[Opening RECORDS FOR THE TASK section]
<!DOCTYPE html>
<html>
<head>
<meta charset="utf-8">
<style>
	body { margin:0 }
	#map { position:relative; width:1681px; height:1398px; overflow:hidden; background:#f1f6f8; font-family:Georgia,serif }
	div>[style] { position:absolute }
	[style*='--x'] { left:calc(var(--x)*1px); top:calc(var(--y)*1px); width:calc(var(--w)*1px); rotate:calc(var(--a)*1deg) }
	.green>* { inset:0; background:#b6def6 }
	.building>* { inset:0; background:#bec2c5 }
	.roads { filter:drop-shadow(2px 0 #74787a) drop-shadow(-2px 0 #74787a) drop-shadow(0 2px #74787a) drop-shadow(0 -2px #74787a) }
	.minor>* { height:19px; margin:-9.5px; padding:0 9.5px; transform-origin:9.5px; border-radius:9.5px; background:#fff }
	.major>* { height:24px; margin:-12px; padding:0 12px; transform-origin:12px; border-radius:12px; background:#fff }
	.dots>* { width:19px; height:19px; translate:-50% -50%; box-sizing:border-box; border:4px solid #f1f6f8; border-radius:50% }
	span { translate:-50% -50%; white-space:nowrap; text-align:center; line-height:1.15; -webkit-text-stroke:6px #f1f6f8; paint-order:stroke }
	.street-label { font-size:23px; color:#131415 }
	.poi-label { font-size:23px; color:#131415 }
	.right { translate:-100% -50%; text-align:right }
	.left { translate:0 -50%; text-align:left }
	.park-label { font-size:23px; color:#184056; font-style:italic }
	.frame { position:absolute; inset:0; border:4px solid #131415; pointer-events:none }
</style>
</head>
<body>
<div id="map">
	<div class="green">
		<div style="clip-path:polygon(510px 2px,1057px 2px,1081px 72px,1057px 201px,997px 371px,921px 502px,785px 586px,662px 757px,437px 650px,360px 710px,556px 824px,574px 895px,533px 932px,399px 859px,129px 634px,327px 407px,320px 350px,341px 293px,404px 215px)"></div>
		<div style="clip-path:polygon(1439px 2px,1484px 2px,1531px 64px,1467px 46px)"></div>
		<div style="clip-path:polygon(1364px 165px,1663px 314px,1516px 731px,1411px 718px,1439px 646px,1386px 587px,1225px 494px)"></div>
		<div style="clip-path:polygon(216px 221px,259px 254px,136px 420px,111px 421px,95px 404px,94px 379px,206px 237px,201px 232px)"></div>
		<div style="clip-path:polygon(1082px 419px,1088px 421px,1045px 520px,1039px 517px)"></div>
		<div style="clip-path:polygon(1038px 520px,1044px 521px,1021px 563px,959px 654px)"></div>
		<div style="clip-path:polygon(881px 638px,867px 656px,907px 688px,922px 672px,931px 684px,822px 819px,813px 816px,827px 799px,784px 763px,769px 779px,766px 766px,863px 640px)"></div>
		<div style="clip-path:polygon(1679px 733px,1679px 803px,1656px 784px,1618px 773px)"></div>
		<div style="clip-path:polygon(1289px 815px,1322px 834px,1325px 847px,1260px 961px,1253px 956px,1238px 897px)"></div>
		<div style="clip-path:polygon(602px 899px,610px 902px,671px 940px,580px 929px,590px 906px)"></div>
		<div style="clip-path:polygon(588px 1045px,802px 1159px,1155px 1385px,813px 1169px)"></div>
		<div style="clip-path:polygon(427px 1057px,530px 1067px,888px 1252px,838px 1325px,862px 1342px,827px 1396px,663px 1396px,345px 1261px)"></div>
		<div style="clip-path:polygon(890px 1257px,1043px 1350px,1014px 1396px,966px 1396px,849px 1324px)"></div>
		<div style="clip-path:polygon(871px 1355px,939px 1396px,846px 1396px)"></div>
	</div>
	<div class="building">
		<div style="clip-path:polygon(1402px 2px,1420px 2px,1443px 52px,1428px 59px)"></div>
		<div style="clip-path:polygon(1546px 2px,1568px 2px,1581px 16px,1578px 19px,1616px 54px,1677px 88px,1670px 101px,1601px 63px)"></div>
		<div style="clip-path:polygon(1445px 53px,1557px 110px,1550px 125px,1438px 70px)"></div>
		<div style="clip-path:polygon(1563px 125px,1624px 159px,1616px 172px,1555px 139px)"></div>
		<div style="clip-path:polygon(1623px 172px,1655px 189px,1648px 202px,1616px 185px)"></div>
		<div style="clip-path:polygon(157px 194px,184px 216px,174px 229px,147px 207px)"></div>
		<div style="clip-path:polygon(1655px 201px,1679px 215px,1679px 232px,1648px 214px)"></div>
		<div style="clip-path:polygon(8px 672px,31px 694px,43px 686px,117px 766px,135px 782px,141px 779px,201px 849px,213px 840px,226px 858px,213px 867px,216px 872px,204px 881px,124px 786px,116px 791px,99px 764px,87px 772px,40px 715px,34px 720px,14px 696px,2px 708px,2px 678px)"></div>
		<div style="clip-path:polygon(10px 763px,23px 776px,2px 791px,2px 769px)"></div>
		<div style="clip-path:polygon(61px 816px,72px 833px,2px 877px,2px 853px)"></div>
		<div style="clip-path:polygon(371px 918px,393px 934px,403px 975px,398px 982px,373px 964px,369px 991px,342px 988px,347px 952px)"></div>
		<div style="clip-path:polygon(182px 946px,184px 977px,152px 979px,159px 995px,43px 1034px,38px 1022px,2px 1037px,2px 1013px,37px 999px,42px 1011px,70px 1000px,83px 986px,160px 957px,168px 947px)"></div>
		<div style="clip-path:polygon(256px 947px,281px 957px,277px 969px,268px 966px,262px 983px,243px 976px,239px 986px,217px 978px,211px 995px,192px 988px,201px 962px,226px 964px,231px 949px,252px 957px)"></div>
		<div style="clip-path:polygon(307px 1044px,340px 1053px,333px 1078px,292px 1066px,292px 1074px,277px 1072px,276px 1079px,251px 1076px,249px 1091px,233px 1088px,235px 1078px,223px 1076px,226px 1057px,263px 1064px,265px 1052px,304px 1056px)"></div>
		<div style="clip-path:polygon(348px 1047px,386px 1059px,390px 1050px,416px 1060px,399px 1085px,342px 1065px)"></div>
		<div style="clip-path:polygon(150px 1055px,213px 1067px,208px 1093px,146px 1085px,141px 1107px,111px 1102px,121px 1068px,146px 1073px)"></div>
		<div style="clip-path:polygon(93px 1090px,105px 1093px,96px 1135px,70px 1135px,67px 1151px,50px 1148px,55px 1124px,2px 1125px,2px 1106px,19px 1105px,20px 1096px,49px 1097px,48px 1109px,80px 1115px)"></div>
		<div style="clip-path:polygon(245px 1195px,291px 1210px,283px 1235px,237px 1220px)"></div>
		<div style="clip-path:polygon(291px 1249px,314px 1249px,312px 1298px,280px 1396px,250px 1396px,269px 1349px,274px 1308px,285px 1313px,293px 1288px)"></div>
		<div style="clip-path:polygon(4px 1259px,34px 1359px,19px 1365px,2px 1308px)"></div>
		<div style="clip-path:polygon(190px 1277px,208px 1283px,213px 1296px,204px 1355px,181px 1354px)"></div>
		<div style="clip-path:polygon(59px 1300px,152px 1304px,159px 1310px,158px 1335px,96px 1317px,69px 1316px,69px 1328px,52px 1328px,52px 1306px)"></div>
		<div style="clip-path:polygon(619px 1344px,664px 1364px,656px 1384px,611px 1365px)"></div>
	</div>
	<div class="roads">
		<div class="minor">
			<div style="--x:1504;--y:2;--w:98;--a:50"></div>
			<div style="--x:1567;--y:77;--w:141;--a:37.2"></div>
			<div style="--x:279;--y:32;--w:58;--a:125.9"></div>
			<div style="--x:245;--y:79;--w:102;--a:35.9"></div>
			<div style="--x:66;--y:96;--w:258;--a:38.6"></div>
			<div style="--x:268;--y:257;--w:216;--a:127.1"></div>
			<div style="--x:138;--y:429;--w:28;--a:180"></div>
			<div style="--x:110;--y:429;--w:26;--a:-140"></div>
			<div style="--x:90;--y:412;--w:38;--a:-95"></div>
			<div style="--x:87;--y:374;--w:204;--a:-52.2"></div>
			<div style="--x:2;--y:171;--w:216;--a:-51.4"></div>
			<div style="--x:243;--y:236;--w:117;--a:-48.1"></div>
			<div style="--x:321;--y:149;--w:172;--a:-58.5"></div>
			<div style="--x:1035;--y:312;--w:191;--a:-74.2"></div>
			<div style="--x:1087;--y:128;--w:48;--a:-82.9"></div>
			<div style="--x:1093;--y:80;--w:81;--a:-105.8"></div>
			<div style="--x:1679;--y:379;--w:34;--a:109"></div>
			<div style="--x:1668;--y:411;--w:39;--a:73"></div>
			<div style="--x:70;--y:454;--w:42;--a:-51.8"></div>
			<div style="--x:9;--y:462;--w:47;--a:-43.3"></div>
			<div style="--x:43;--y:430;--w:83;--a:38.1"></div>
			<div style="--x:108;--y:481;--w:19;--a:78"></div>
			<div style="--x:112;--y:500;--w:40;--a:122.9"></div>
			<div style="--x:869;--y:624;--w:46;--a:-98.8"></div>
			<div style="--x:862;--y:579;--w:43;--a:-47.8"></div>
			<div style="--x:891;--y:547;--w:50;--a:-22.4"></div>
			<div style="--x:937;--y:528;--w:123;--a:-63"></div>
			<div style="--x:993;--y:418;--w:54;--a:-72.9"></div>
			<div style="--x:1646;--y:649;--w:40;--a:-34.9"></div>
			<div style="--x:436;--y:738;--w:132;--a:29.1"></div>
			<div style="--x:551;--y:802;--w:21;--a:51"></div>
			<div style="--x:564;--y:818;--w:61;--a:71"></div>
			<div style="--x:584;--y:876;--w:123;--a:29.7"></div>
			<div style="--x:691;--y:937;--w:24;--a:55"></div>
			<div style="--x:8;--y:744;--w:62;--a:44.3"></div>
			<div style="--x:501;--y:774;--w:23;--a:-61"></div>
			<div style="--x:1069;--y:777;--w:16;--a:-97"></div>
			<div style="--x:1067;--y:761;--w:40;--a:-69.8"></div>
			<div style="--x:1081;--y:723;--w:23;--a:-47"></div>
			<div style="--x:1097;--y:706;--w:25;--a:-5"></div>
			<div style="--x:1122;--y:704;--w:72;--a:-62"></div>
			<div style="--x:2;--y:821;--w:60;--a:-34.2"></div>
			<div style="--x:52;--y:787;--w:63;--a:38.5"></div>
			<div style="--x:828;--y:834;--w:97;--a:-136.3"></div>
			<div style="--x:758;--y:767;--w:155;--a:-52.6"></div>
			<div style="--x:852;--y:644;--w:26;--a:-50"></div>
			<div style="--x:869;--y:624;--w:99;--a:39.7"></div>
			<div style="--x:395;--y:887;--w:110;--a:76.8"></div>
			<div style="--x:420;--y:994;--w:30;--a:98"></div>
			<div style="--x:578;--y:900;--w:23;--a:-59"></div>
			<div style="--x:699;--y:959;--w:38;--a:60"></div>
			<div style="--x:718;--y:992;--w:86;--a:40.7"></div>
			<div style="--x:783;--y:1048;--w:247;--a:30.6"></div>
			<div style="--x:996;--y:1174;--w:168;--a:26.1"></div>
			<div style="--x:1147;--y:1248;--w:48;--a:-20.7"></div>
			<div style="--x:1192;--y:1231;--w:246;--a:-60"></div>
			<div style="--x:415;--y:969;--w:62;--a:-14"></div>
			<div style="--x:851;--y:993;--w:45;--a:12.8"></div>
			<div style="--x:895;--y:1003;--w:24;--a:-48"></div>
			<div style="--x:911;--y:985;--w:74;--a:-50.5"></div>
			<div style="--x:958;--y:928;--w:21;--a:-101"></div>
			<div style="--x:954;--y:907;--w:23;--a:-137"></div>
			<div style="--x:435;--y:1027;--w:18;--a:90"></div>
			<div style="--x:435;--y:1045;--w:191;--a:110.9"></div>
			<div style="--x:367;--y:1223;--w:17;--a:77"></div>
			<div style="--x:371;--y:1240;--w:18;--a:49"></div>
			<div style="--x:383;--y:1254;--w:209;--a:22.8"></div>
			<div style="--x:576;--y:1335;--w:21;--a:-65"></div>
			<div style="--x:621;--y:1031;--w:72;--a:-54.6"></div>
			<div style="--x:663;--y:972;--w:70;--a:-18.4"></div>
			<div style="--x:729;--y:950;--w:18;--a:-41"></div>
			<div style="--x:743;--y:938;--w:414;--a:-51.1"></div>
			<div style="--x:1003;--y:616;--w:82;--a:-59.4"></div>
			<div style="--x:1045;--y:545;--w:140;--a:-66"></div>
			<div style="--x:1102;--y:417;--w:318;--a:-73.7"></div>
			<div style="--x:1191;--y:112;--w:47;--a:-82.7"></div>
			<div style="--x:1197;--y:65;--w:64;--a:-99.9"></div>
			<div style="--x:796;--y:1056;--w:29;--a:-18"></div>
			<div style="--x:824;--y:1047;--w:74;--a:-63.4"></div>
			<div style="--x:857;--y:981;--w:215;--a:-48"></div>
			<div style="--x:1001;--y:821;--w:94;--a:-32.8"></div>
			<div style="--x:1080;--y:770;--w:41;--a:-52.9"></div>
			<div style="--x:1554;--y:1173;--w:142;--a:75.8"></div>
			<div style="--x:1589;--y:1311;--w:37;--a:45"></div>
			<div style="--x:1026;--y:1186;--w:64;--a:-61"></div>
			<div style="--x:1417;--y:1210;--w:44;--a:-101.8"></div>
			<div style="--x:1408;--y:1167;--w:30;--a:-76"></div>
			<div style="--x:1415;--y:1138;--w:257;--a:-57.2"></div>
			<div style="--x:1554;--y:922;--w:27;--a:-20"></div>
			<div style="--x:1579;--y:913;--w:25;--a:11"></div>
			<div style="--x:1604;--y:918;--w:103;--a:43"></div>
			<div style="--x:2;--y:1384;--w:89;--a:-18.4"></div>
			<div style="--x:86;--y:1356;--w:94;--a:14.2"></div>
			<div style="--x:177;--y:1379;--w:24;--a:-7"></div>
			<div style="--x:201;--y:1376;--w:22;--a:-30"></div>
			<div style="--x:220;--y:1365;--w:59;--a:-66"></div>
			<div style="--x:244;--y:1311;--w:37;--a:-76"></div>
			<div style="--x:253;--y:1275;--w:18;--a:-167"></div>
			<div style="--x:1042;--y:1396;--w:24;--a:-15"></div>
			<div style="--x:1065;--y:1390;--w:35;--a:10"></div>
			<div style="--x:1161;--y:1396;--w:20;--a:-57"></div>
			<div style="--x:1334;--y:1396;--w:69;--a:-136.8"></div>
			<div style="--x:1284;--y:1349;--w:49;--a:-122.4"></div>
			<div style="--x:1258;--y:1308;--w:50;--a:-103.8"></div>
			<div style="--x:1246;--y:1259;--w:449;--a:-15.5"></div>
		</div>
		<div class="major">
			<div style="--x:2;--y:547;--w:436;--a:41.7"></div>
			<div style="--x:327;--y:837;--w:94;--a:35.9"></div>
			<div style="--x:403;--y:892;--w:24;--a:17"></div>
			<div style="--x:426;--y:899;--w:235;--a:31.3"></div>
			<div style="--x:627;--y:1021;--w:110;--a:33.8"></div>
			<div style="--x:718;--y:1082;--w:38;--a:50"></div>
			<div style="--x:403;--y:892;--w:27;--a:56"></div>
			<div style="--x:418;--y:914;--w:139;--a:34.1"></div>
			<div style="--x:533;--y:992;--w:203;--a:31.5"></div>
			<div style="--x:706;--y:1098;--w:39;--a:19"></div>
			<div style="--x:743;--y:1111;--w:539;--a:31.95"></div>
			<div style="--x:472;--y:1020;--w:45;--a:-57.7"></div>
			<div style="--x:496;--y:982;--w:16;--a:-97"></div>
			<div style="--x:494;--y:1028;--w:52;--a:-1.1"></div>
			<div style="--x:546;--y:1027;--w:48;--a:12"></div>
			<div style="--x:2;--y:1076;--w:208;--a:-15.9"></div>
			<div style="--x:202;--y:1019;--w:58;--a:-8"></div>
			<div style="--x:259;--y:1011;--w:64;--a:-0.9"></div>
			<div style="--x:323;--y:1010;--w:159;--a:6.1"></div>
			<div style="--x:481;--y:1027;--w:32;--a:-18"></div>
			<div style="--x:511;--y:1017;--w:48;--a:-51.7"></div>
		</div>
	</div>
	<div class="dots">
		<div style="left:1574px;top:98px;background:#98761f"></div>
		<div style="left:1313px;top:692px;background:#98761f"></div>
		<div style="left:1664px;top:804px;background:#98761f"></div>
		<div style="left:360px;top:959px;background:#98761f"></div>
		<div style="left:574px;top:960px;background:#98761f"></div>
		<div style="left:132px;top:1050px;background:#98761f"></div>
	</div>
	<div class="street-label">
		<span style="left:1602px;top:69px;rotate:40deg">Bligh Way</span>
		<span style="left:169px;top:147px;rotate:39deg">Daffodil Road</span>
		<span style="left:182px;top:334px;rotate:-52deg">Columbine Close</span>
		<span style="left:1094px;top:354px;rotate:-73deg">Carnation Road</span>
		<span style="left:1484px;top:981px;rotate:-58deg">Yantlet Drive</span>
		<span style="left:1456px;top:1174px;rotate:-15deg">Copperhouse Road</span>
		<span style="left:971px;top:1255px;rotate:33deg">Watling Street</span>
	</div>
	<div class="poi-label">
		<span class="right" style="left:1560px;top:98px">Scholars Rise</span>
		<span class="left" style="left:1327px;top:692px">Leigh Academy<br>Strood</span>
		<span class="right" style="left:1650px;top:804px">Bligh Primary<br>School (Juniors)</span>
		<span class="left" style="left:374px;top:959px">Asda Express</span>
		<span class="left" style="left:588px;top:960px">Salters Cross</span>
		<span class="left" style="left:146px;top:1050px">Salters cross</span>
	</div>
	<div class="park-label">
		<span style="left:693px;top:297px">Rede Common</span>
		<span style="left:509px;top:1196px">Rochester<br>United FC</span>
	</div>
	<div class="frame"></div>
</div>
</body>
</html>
[Closing RECORDS FOR THE TASK section]
→ **ACTIVITY**
Quote the data above from the line containing "height:19px; margin:-9.5px; padding:0" to the line containing "width:19px; height:19px; translate:-50%", inclusive, and stop.

→ **RESULT**
	.minor>* { height:19px; margin:-9.5px; padding:0 9.5px; transform-origin:9.5px; border-radius:9.5px; background:#fff }
	.major>* { height:24px; margin:-12px; padding:0 12px; transform-origin:12px; border-radius:12px; background:#fff }
	.dots>* { width:19px; height:19px; translate:-50% -50%; box-sizing:border-box; border:4px solid #f1f6f8; border-radius:50% }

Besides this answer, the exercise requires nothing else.